What is a writer supposed to do with bits of story, backstory and such like left over after publication?
Deliberately Left Over Story
A few years back I was working on what turned into “The Uncovered Policeman; Made For TV” when I discovered a chunk of the story was going in a different direction to the main narrative. I cut it out and dumped it into a separate file, summed up three thousand words in five lines and carried on.
Three thousand words, it was a lot of work, I wasn’t going to waste it, surely? Certainly not.
I added a few characters and followed the narrative. I ended up with one of my longer stories, “While Bees Sleep.” A story described by one reviewer as “a fine contribution to the literature of the body-positive movement.”
My last novelette, D-Day for Ruth is very much a one Point of View (PoV) piece. However, there are other characters in the book and to make the story work, they need a backstory.

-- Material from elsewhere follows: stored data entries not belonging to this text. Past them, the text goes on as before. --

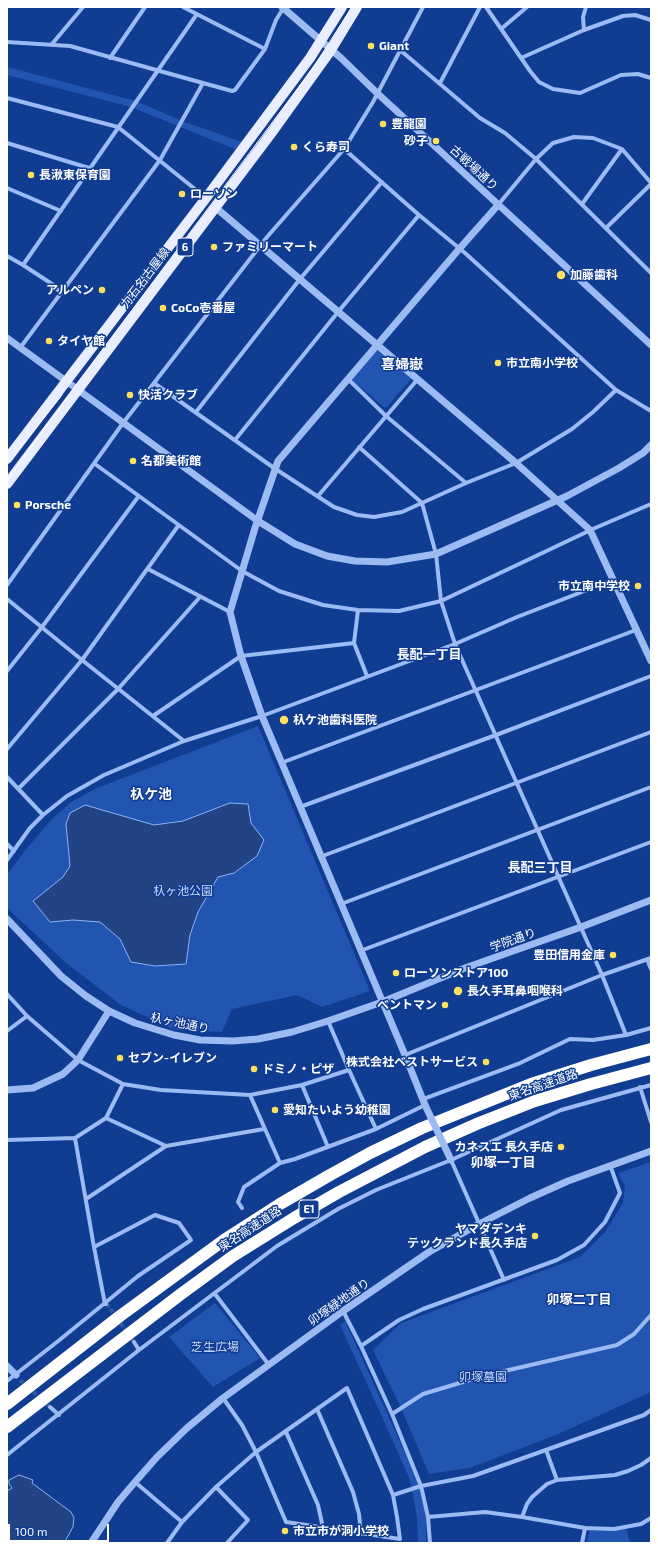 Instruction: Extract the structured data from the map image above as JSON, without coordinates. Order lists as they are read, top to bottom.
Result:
{
  "streets": {
    "highway": ["東名高速道路", "E1"],
    "main road": ["6", "力石名古屋線"],
    "street": [
      "古戦場通り",
      "学院通り",
      "杁ヶ池通り",
      "卯塚緑地通り"
    ]
  },
  "crossings": [
    ["古戦場通り", "力石名古屋線"],
    ["学院通り", "杁ヶ池通り"]
  ],
  "districts": [
    "喜婦嶽",
    "長配一丁目",
    "杁ケ池",
    "長配三丁目",
    "卯塚一丁目",
    "卯塚二丁目"
  ],
  "parks": ["杁ヶ池公園", "芝生広場", "卯塚墓園"],
  "places": [
    "Giant",
    "豊龍園",
    "砂子",
    "くら寿司",
    "長湫東保育園",
    "ローソン",
    "ファミリーマート",
    "加藤歯科",
    "アルペン",
    "CoCo壱番屋",
    "タイヤ館",
    "市立南小学校",
    "快活クラブ",
    "名都美術館",
    "Porsche",
    "市立南中学校",
    "杁ケ池歯科医院",
    "豊田信用金庫",
    "ローソンストア100",
    "長久手耳鼻咽喉科",
    "ベントマン",
    "セブン-イレブン",
    "株式会社ベストサービス",
    "ドミノ・ピザ",
    "愛知たいよう幼稚園",
    "カネスエ 長久手店",
    "ヤマダデンキ テックランド長久手店",
    "市立市が洞小学校"
  ],
  "scale_bar": "100 m"
} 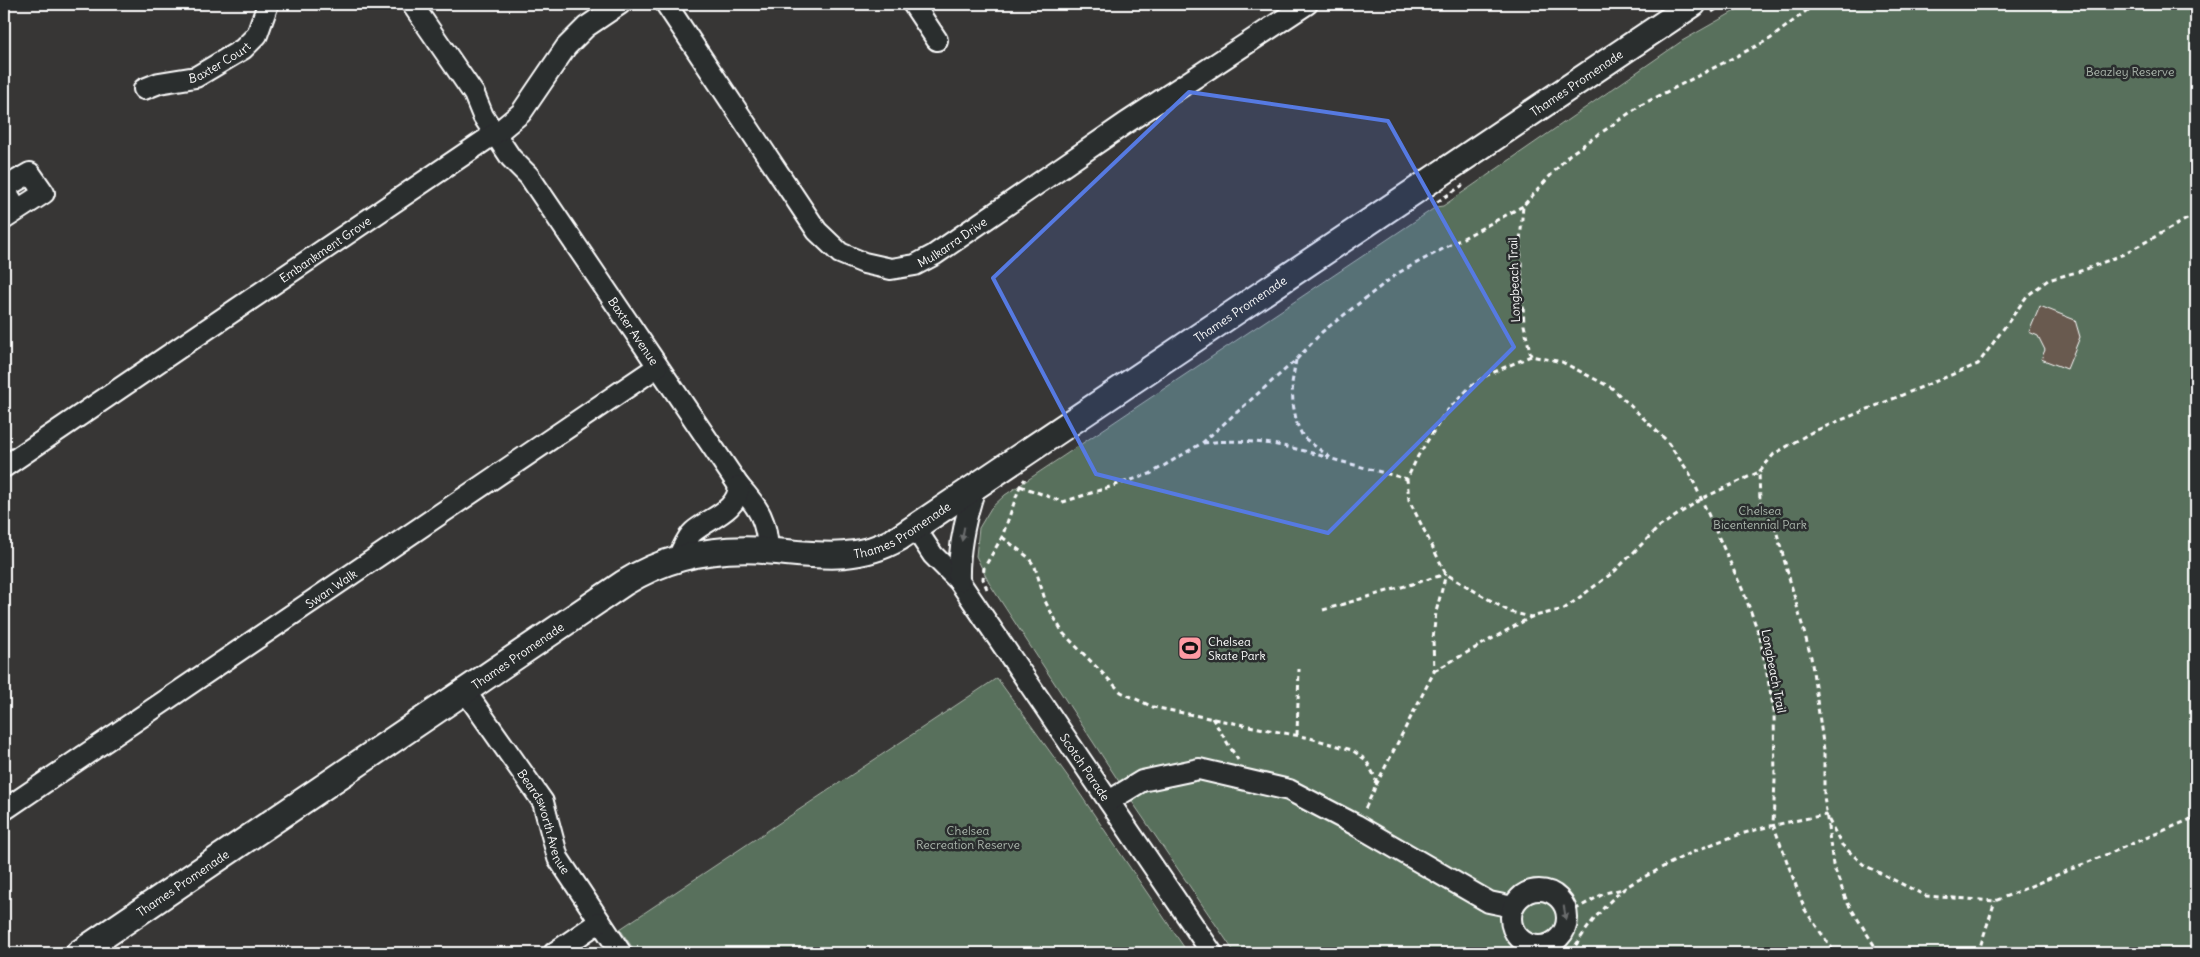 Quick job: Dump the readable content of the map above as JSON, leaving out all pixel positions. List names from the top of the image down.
{
  "streets": {
    "main road": ["Thames Promenade"],
    "street": [
      "Baxter Court",
      "Mulkarra Drive",
      "Embankment Grove",
      "Baxter Avenue",
      "Swan Walk",
      "Scotch Parade",
      "Beardsworth Avenue"
    ],
    "path": ["Longbeach Trail"]
  },
  "crossings": [
    ["Thames Promenade", "Baxter Avenue"],
    ["Thames Promenade", "Scotch Parade"],
    ["Thames Promenade", "Beardsworth Avenue"],
    ["Embankment Grove", "Baxter Avenue"],
    ["Baxter Avenue", "Swan Walk"]
  ],
  "parks": ["Beazley Reserve", "Chelsea Bicentennial Park", "Chelsea Recreation Reserve"],
  "places": {
    "sports": ["Chelsea Skate Park"]
  }
}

One of the backstories developed into an interesting narrative of its own.
I was tempted to write it into the timeline of the existing story. I soon realised that it would involve extending the story beyond the ending as it exists. Effectively, it would become a different story.

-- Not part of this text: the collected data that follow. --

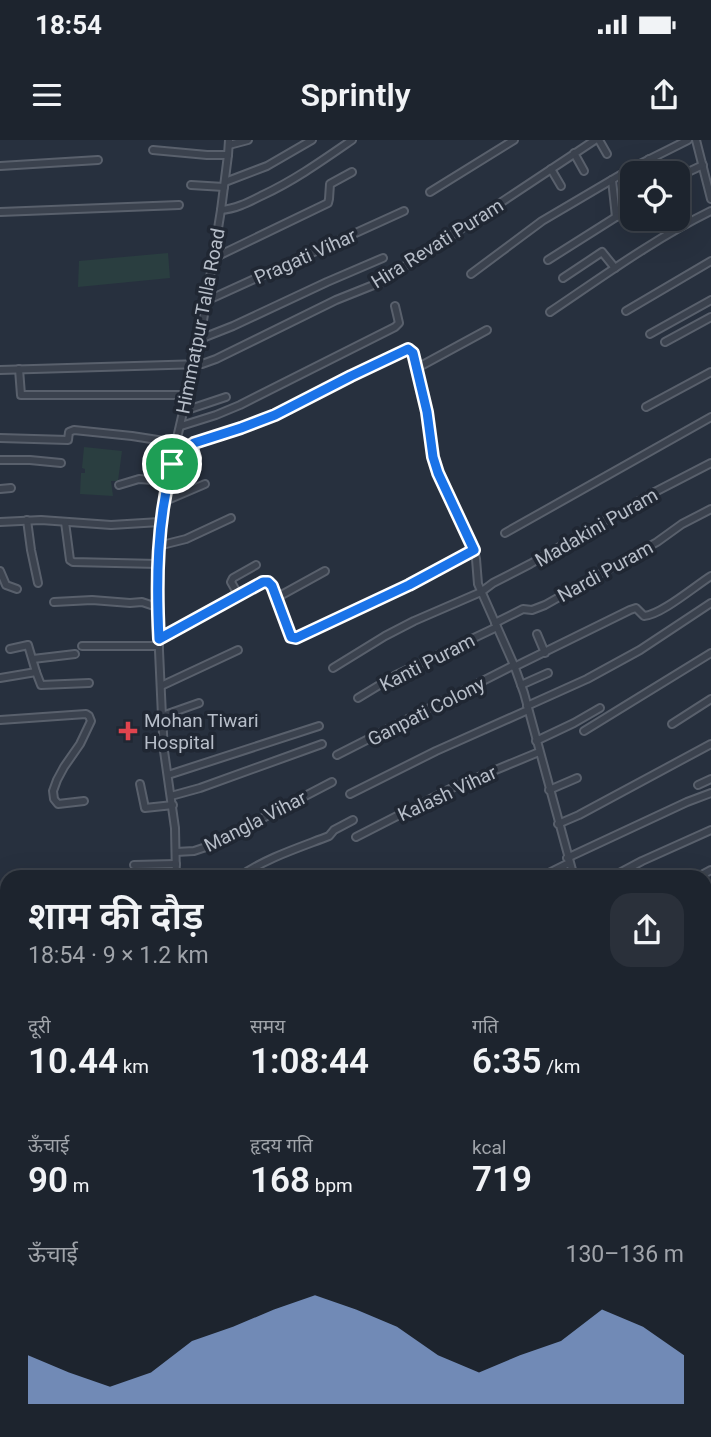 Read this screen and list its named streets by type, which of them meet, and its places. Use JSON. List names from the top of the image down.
{
  "streets": {
    "street": [
      "Hira Revati Puram",
      "Pragati Vihar",
      "Himmatpur Talla Road",
      "Madakini Puram",
      "Nardi Puram",
      "Kanti Puram",
      "Ganpati Colony",
      "Kalash Vihar",
      "Mangla Vihar"
    ]
  },
  "crossings": [
    ["Hira Revati Puram", "Himmatpur Talla Road"],
    ["Pragati Vihar", "Himmatpur Talla Road"],
    ["Himmatpur Talla Road", "Mangla Vihar"],
    ["Nardi Puram", "Kanti Puram"]
  ],
  "places": {
    "health": ["Mohan Tiwari Hospital"]
  },
  "page": {
    "status": "18:54",
    "header": "Sprintly",
    "heading": ["शाम की दौड़", "18:54 · 9 × 1.2 km"],
    "stats": [
      ["दूरी", "10.44 km"],
      ["समय", "1:08:44"],
      ["गति", "6:35 /km"],
      ["ऊँचाई", "90 m"],
      ["हृदय गति", "168 bpm"],
      ["kcal", "719"]
    ],
    "chart": ["ऊँचाई", "130–136 m"]
  }
}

I think it may appear as a second story however, it lacks an ending … Perhaps, one day!
The Unfinished Book
A third type of left over material is the incomplete work.

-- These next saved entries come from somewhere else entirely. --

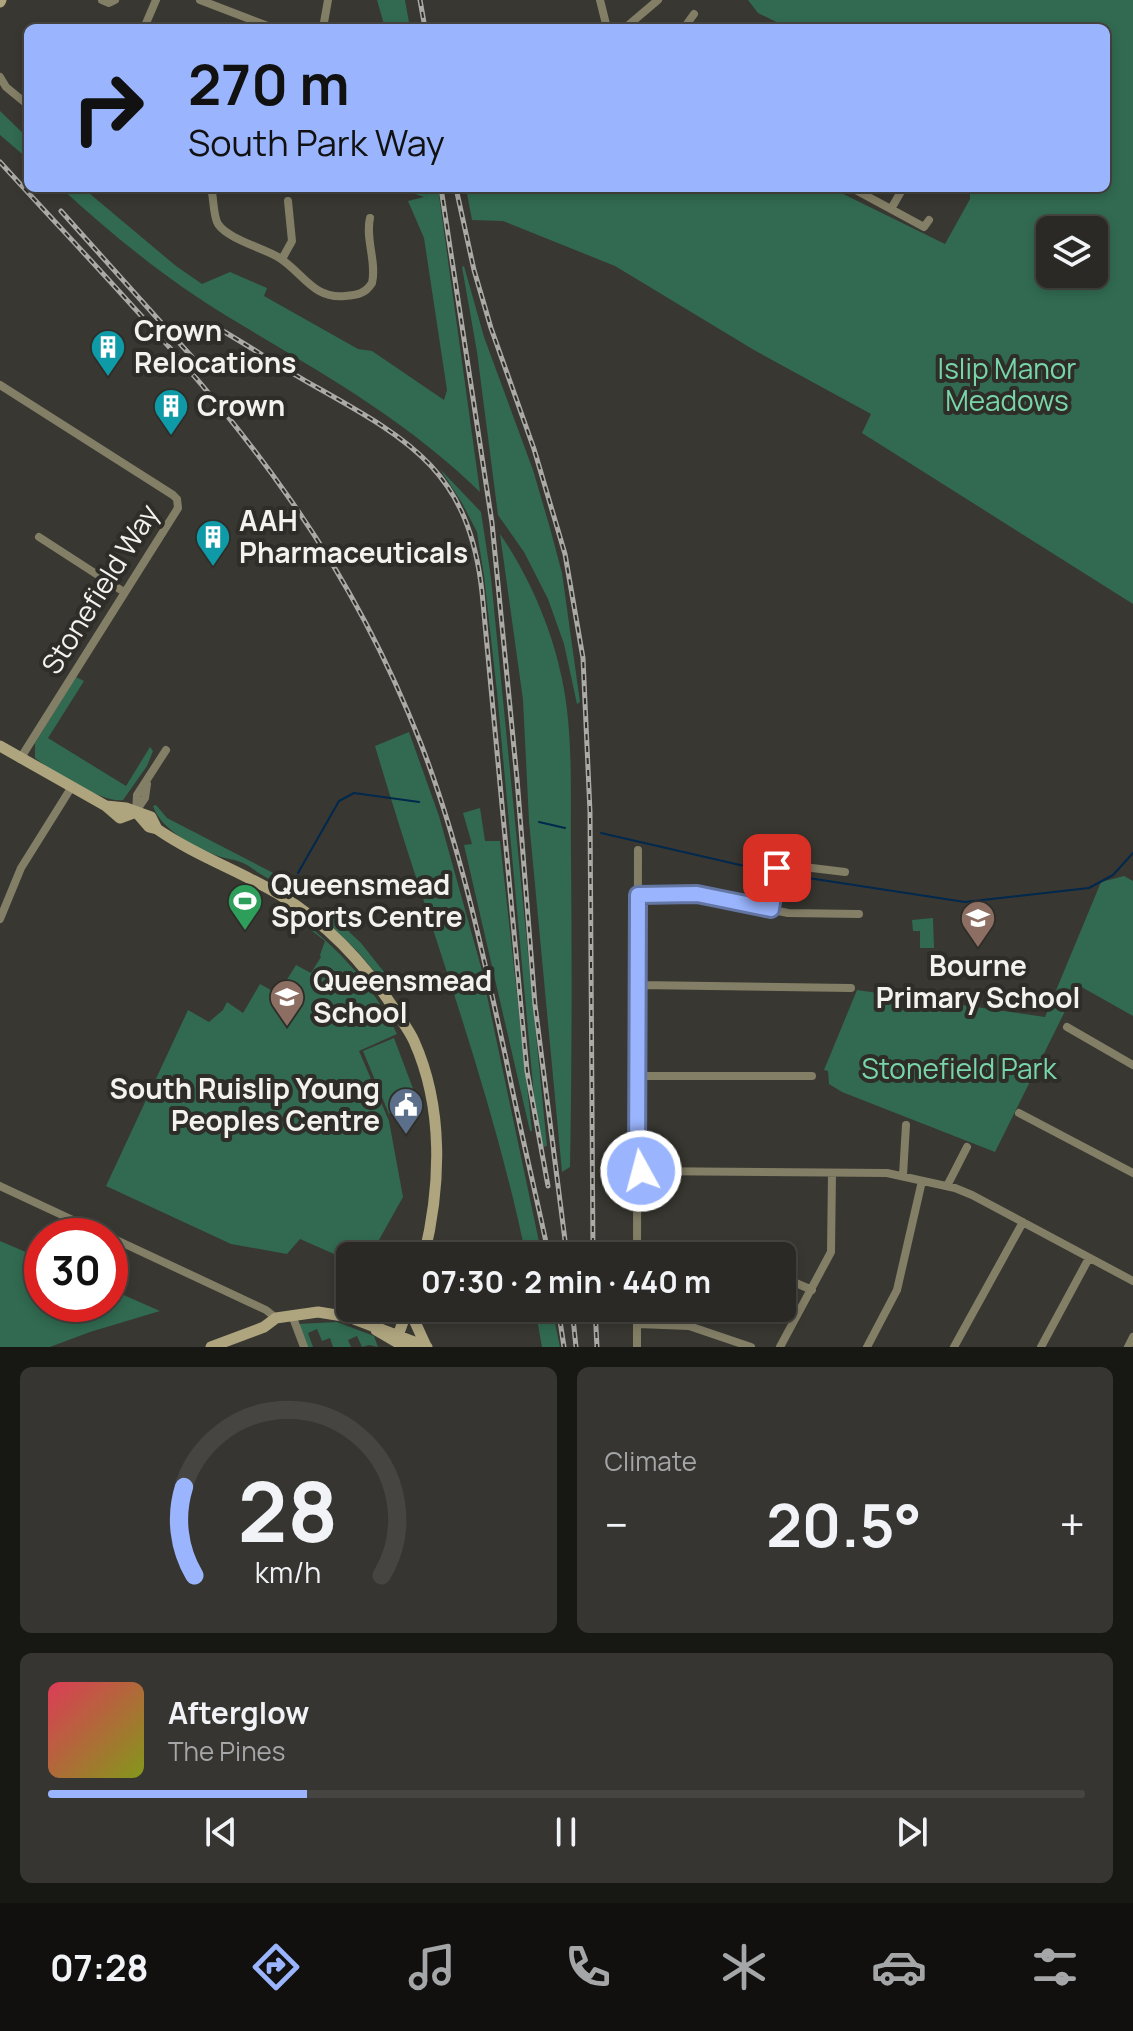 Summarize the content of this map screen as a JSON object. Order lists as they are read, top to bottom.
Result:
{
  "streets": {
    "street": ["Stonefield Way"]
  },
  "parks": ["Islip Manor Meadows", "Stonefield Park"],
  "places": {
    "building": ["Crown Relocations", "Crown", "AAH Pharmaceuticals"],
    "sports": ["Queensmead Sports Centre"],
    "school or university": ["Bourne Primary School", "Queensmead School"],
    "public building": ["South Ruislip Young Peoples Centre"]
  },
  "page": {
    "turn": ["270 m", "South Park Way"],
    "limit": "30",
    "trip": "07:30 · 2 min · 440 m",
    "tile": "Climate",
    "heat": ["−", "20.5°", "+"],
    "song": ["Afterglow", "The Pines"],
    "tabs": "07:28",
    "gauge": ["28", "km/h"]
  }
}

I have a half finished science fiction book. I think it has a rather good plot. I’d got to an ending … except as an early reader pointed out I give away the ending on the third page! That, he pointed out, makes reading the book rather pointless.
On re-reading after that blow, I discovered that I also break an established rule of the universe I set it in, which was very silly.
I still hope to return to this one and straighten out the mistakes.
So, No Waste
As you’ll see from the examples above I hate waste! It doesn’t mean that I don’t have old ideas, half paragraphs and unfinished stuff floating around. While some writers may discard work, I don’t; everything is recycled eventually.